[[ RECORD EXCERPTS, beginning ]]

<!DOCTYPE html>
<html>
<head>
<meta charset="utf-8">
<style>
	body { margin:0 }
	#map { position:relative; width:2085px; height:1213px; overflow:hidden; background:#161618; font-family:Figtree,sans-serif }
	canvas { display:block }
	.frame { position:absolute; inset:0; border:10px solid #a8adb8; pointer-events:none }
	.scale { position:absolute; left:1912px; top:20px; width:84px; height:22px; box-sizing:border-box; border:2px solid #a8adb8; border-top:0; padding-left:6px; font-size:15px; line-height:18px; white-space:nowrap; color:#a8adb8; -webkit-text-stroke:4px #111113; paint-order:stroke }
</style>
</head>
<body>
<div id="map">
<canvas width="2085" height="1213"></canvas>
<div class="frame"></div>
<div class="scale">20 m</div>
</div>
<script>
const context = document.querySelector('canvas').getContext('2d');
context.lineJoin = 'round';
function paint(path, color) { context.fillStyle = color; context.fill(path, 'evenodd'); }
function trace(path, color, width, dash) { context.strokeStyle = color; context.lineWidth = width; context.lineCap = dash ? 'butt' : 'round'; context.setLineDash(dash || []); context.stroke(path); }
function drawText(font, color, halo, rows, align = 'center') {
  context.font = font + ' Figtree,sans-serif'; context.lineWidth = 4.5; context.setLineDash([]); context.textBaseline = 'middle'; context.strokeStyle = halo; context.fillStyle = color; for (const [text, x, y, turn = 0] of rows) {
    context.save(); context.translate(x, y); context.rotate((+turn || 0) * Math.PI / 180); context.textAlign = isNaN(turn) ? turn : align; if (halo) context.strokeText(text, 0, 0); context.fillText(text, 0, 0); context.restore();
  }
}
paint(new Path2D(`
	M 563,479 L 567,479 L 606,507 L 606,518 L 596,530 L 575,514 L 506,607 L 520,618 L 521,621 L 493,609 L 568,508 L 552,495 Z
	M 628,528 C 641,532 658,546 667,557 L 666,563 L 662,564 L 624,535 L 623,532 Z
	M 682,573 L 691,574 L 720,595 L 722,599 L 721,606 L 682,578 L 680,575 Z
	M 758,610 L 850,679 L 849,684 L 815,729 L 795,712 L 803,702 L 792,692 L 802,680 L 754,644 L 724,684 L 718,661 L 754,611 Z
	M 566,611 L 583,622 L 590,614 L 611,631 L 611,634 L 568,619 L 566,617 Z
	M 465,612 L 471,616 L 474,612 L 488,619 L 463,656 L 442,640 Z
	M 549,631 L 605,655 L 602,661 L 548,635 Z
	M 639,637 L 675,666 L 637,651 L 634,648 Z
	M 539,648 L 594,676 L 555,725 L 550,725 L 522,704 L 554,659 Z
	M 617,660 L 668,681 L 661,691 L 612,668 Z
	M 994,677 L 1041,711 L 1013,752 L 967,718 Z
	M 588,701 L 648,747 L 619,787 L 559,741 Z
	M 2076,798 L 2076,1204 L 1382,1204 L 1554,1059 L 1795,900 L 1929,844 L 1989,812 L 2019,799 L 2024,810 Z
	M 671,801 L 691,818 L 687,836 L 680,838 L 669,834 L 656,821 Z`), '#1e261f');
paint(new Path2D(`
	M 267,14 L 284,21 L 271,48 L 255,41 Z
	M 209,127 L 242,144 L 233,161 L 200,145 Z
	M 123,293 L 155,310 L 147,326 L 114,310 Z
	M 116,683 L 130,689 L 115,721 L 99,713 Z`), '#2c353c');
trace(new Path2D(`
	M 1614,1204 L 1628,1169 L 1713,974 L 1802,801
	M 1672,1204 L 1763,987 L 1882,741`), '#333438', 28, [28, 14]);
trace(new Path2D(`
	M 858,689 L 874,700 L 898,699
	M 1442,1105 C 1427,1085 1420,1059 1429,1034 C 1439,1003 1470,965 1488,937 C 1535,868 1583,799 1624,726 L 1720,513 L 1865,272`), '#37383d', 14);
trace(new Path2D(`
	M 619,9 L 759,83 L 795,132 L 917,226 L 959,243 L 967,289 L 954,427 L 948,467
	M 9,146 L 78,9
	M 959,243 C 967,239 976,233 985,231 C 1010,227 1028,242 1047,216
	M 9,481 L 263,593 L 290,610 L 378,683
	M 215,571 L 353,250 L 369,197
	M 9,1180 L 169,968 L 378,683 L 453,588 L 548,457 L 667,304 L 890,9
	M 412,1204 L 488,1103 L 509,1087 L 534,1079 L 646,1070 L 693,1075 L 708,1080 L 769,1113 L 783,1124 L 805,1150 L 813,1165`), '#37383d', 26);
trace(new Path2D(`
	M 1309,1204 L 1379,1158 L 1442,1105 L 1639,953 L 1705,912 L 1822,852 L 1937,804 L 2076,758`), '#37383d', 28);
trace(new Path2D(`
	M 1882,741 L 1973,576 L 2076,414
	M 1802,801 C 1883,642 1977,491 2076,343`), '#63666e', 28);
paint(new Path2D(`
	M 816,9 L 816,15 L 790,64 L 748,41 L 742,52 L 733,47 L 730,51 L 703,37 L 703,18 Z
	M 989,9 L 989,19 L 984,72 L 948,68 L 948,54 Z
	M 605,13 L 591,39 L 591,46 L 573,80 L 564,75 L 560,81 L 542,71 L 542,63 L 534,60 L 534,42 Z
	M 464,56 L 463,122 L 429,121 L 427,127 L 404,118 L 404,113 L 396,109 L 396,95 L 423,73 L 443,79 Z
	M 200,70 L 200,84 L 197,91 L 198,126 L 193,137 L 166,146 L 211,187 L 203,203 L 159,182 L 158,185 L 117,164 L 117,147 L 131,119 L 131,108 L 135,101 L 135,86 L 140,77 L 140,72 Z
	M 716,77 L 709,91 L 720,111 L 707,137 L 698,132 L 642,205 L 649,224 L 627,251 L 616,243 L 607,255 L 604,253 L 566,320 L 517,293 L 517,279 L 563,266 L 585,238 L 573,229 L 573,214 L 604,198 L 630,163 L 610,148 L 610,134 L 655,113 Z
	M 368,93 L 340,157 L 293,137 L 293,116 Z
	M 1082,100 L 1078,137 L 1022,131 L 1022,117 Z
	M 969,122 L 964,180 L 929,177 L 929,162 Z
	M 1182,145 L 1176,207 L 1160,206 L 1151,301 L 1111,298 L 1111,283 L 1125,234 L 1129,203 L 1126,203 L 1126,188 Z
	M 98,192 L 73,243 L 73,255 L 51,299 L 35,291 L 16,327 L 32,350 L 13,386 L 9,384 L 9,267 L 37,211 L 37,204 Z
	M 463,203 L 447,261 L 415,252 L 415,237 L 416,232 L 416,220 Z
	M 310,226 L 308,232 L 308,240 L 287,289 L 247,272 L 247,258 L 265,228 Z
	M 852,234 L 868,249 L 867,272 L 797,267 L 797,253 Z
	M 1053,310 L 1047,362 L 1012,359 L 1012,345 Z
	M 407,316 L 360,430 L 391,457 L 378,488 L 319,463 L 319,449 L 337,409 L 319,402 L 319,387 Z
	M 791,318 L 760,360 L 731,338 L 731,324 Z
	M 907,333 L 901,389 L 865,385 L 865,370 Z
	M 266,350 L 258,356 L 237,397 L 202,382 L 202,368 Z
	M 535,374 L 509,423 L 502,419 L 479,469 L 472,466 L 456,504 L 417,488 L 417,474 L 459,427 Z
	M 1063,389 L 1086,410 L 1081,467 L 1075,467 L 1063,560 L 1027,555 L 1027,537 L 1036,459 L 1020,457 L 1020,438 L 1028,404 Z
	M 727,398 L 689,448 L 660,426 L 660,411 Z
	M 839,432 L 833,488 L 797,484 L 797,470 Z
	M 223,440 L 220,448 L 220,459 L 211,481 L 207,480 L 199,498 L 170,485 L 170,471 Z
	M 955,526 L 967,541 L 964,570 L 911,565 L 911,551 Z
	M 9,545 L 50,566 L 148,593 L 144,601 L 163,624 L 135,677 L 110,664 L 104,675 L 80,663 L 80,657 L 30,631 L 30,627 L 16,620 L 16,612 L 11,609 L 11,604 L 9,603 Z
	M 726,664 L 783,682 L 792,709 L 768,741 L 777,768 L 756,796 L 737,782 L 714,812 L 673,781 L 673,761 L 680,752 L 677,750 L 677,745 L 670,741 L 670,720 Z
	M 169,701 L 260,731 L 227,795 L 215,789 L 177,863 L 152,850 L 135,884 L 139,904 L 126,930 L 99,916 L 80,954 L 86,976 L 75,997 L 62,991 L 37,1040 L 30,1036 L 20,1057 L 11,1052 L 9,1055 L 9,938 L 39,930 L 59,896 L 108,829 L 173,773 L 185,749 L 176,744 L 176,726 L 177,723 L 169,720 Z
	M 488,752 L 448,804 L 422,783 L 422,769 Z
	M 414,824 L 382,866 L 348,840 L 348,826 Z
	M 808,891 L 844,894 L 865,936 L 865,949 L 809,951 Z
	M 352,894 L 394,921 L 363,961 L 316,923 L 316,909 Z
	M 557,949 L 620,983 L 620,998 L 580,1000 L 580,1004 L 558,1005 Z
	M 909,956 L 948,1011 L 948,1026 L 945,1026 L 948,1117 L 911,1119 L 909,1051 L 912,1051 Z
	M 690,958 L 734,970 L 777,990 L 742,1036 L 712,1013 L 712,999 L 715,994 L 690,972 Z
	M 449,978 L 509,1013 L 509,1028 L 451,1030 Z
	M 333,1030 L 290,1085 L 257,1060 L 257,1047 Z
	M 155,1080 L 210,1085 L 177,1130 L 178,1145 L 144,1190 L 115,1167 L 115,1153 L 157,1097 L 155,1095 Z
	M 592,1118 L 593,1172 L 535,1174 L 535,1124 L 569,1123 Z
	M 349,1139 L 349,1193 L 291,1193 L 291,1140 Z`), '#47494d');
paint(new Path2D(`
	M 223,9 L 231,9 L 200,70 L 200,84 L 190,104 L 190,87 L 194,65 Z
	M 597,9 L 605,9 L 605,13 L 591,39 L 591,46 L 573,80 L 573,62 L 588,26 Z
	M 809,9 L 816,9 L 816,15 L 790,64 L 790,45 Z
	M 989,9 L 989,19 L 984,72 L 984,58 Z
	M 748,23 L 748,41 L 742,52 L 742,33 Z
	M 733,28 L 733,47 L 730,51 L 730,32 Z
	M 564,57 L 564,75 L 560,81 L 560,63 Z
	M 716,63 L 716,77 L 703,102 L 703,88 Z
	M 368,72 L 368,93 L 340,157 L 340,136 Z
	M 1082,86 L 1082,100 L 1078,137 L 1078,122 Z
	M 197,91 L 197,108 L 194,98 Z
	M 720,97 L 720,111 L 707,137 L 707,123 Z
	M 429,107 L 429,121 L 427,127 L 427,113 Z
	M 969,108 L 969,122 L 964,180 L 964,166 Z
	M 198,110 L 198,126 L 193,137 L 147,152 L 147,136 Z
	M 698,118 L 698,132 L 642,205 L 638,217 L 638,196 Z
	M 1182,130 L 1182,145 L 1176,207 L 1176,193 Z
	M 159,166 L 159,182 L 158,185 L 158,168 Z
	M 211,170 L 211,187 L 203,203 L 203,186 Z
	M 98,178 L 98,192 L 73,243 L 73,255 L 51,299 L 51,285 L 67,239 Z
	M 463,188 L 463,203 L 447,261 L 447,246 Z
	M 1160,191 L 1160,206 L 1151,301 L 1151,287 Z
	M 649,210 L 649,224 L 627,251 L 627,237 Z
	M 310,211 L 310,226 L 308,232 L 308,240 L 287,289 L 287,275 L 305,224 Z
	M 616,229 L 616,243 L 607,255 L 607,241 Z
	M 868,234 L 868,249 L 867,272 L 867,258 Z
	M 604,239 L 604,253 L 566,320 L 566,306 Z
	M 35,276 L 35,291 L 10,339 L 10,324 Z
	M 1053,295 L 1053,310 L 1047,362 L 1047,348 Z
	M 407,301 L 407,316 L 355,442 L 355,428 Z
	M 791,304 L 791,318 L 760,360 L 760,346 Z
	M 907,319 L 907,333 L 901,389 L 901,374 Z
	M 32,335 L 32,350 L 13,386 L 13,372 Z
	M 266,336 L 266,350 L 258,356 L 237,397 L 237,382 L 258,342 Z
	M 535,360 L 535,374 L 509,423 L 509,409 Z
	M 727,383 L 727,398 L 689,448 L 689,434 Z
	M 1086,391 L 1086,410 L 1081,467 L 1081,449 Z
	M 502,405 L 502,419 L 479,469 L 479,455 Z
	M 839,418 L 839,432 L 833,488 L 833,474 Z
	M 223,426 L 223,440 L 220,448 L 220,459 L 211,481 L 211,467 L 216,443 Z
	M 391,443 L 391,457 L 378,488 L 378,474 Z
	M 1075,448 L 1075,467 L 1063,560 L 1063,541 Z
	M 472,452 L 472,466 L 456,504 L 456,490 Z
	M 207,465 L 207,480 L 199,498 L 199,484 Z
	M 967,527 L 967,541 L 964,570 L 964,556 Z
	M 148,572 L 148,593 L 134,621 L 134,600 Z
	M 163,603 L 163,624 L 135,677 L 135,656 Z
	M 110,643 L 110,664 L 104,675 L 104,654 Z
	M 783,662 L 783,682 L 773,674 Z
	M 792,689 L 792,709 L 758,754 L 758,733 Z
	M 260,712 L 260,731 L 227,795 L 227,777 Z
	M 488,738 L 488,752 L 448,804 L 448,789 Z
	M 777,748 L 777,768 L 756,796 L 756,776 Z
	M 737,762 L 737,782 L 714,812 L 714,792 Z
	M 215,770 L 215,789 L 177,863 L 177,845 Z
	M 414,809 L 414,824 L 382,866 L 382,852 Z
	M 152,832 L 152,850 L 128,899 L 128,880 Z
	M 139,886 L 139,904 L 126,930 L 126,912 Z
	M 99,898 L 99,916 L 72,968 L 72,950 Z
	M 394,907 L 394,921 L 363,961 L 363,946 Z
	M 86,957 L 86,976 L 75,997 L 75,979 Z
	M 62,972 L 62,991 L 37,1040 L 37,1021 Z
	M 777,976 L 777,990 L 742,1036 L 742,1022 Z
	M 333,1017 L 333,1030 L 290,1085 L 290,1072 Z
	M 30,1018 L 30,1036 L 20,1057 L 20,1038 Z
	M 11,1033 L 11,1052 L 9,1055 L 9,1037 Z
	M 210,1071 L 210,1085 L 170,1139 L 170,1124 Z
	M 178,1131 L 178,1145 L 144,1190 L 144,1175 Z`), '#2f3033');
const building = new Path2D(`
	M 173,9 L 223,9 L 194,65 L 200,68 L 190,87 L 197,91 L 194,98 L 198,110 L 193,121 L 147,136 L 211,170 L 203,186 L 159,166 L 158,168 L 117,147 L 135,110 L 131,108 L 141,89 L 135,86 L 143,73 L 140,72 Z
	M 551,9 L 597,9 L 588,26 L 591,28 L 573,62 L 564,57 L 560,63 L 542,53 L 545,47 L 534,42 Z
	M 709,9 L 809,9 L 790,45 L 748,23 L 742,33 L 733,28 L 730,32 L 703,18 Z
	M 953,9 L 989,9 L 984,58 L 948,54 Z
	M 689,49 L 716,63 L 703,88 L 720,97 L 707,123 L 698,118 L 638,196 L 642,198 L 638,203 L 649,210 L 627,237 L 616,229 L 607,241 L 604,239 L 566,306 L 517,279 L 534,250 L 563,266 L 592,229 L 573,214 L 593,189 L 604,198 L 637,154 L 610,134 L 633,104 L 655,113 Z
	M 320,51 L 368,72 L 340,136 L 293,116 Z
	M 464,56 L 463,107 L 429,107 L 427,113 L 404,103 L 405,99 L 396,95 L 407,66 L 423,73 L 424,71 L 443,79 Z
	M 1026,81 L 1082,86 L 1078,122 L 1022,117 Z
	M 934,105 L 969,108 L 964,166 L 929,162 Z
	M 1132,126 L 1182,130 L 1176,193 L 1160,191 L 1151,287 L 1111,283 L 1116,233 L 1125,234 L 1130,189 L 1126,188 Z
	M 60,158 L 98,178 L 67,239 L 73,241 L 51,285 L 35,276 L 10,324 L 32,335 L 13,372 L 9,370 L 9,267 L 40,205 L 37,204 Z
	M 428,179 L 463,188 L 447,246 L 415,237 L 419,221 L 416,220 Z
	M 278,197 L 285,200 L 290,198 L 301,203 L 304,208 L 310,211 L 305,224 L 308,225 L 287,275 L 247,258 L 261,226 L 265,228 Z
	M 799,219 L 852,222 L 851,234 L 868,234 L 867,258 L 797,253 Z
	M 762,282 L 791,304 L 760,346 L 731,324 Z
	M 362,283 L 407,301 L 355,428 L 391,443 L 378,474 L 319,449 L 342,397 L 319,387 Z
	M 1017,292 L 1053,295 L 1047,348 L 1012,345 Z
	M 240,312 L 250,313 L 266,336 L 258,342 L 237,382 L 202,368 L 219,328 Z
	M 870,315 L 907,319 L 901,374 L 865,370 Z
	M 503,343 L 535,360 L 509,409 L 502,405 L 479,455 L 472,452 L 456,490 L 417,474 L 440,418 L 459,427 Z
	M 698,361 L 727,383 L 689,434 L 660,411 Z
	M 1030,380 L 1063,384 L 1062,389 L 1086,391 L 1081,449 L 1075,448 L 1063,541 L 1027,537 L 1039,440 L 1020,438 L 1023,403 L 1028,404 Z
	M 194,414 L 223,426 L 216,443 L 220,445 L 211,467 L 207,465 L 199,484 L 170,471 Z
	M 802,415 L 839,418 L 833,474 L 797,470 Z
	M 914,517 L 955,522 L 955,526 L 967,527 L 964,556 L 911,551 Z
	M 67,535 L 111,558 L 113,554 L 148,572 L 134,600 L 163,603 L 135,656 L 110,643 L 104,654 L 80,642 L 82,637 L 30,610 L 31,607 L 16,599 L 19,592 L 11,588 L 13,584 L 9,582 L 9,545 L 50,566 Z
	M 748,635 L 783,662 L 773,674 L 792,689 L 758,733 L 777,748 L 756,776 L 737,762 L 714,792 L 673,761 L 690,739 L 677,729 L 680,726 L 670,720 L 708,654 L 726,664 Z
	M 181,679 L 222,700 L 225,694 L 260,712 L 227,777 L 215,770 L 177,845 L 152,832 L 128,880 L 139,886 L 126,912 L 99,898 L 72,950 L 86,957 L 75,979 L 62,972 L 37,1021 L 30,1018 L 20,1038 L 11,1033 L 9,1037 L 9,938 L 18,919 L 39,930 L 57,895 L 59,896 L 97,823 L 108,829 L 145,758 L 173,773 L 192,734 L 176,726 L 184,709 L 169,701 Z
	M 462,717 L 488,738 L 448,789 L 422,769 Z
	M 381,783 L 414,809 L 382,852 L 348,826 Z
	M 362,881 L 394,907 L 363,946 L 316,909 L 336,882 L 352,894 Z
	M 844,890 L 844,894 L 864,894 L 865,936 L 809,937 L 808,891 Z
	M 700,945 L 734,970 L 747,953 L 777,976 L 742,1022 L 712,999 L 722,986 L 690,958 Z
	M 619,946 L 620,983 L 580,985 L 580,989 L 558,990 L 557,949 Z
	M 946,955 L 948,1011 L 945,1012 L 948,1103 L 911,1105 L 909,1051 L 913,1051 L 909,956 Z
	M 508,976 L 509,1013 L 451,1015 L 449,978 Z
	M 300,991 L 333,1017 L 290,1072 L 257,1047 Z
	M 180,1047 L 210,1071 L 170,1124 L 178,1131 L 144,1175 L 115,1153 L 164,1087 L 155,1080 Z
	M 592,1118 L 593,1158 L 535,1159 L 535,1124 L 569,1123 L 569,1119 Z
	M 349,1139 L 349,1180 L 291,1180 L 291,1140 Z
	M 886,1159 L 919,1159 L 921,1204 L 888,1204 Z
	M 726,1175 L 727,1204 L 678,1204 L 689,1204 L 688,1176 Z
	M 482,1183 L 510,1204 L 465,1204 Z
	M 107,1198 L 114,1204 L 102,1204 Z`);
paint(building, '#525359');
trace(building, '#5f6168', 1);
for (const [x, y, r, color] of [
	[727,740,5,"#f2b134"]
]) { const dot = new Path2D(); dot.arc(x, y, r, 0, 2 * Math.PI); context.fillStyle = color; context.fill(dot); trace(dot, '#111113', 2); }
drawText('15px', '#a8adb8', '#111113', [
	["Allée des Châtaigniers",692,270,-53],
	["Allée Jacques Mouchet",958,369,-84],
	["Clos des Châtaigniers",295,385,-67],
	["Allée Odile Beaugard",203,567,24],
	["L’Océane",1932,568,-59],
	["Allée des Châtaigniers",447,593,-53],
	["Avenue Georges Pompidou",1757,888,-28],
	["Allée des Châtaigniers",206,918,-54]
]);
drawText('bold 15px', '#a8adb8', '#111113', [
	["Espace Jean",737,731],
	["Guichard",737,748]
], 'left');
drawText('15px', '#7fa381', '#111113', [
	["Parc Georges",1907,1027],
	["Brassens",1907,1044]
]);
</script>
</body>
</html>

[[ RECORD EXCERPTS, end ]]

| WORK ITEM |
The lines to retype, exactly and only, run from the first line of the material through the line with "function paint(path, color)".

| RESPONSE TO THE EXERCISE |
<!DOCTYPE html>
<html>
<head>
<meta charset="utf-8">
<style>
	body { margin:0 }
	#map { position:relative; width:2085px; height:1213px; overflow:hidden; background:#161618; font-family:Figtree,sans-serif }
	canvas { display:block }
	.frame { position:absolute; inset:0; border:10px solid #a8adb8; pointer-events:none }
	.scale { position:absolute; left:1912px; top:20px; width:84px; height:22px; box-sizing:border-box; border:2px solid #a8adb8; border-top:0; padding-left:6px; font-size:15px; line-height:18px; white-space:nowrap; color:#a8adb8; -webkit-text-stroke:4px #111113; paint-order:stroke }
</style>
</head>
<body>
<div id="map">
<canvas width="2085" height="1213"></canvas>
<div class="frame"></div>
<div class="scale">20 m</div>
</div>
<script>
const context = document.querySelector('canvas').getContext('2d');
context.lineJoin = 'round';
function paint(path, color) { context.fillStyle = color; context.fill(path, 'evenodd'); }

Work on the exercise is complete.